### What to work on
Begin at the top of the following data. Copy each line exactly until you have copied the line containing "width:19px; height:19px; translate:-50%".

BEGIN Provided records

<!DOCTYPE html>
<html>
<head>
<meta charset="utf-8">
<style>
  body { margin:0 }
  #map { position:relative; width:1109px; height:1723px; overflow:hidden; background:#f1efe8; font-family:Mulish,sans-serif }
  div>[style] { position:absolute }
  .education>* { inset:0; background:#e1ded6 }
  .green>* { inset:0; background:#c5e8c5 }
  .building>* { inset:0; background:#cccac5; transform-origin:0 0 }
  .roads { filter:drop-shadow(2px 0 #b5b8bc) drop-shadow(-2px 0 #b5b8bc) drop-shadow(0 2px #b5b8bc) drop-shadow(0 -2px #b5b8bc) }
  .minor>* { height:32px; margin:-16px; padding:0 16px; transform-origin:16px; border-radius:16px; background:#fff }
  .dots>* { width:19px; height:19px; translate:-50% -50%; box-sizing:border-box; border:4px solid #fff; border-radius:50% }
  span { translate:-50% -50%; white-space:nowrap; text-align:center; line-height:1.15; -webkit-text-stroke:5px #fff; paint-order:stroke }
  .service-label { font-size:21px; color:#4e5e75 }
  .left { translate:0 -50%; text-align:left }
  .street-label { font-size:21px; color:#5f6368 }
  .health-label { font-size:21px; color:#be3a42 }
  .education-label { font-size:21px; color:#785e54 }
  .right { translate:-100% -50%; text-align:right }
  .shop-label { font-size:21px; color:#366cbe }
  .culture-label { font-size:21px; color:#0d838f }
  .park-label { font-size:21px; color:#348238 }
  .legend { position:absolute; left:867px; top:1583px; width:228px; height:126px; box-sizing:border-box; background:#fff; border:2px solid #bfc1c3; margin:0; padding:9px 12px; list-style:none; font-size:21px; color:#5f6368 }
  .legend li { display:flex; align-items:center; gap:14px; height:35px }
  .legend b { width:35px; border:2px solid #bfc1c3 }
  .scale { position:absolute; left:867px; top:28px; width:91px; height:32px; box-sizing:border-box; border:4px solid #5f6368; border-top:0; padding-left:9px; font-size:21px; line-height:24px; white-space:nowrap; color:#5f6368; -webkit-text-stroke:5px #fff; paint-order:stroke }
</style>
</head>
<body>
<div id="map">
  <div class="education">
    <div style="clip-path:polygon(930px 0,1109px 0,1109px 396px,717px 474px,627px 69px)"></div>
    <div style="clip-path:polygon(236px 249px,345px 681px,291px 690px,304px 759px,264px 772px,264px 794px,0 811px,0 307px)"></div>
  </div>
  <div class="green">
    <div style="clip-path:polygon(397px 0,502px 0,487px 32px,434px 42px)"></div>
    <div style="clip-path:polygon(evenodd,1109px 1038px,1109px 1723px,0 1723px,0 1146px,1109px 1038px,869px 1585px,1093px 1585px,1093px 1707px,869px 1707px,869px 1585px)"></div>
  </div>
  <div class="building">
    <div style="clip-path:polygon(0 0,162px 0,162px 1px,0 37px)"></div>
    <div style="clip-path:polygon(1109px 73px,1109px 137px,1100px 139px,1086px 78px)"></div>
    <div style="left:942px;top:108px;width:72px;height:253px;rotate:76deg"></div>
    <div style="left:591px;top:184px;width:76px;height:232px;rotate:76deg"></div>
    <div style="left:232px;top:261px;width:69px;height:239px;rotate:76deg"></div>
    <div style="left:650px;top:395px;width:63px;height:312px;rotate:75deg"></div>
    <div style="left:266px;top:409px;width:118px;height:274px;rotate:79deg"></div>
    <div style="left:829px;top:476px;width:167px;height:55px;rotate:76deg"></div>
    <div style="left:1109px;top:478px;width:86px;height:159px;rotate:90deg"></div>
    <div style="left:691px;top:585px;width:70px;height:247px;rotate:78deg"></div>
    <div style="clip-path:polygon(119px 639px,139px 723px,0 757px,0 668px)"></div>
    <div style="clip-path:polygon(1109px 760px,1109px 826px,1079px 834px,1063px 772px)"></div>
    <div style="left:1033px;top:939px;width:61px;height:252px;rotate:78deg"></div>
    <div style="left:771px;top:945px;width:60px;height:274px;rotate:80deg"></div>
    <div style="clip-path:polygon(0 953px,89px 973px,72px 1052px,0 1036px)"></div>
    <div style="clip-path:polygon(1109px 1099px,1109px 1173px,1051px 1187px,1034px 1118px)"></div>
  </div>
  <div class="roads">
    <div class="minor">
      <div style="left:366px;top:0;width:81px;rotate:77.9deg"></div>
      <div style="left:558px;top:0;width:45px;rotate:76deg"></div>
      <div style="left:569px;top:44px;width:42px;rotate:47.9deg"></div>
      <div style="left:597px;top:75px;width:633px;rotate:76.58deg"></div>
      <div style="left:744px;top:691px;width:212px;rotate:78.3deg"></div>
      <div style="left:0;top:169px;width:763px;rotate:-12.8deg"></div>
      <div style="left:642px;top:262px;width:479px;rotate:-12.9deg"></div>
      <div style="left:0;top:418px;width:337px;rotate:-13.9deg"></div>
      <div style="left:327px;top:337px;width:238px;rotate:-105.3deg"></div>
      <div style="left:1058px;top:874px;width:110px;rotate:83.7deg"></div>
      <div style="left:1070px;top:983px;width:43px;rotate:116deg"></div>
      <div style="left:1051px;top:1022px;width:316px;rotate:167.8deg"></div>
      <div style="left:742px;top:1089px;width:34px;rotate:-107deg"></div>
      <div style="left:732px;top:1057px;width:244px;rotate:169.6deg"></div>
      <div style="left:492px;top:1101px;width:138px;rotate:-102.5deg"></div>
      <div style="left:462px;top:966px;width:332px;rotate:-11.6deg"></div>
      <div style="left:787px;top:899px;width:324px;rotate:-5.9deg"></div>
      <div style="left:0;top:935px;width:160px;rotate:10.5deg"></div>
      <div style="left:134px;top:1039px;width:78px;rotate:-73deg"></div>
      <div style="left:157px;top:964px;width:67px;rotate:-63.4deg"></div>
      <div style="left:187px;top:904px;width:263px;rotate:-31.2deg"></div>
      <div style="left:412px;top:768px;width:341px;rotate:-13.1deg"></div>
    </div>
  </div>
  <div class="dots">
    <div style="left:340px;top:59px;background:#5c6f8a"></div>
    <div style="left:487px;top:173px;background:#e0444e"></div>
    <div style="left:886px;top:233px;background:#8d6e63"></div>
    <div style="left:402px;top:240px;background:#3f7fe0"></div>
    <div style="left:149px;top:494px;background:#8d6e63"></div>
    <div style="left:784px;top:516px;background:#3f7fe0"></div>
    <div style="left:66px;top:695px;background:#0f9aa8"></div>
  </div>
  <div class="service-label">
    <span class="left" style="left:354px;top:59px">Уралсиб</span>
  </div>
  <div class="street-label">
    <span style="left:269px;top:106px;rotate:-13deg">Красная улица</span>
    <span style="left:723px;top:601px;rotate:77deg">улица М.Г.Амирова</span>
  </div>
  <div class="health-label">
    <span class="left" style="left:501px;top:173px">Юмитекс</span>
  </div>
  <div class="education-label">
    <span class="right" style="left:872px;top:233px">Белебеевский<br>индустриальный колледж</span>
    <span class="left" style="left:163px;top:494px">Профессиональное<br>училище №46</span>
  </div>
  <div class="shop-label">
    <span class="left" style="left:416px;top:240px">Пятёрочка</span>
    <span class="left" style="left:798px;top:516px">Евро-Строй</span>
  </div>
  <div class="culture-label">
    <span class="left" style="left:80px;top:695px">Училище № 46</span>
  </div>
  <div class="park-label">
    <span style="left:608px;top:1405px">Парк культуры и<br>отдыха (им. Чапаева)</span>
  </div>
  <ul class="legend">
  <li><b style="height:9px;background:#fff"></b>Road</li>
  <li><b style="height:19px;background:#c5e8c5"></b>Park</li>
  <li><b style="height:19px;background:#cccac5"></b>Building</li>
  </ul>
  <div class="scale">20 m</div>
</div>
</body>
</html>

END Provided records

### Your response
<!DOCTYPE html>
<html>
<head>
<meta charset="utf-8">
<style>
  body { margin:0 }
  #map { position:relative; width:1109px; height:1723px; overflow:hidden; background:#f1efe8; font-family:Mulish,sans-serif }
  div>[style] { position:absolute }
  .education>* { inset:0; background:#e1ded6 }
  .green>* { inset:0; background:#c5e8c5 }
  .building>* { inset:0; background:#cccac5; transform-origin:0 0 }
  .roads { filter:drop-shadow(2px 0 #b5b8bc) drop-shadow(-2px 0 #b5b8bc) drop-shadow(0 2px #b5b8bc) drop-shadow(0 -2px #b5b8bc) }
  .minor>* { height:32px; margin:-16px; padding:0 16px; transform-origin:16px; border-radius:16px; background:#fff }
  .dots>* { width:19px; height:19px; translate:-50% -50%; box-sizing:border-box; border:4px solid #fff; border-radius:50% }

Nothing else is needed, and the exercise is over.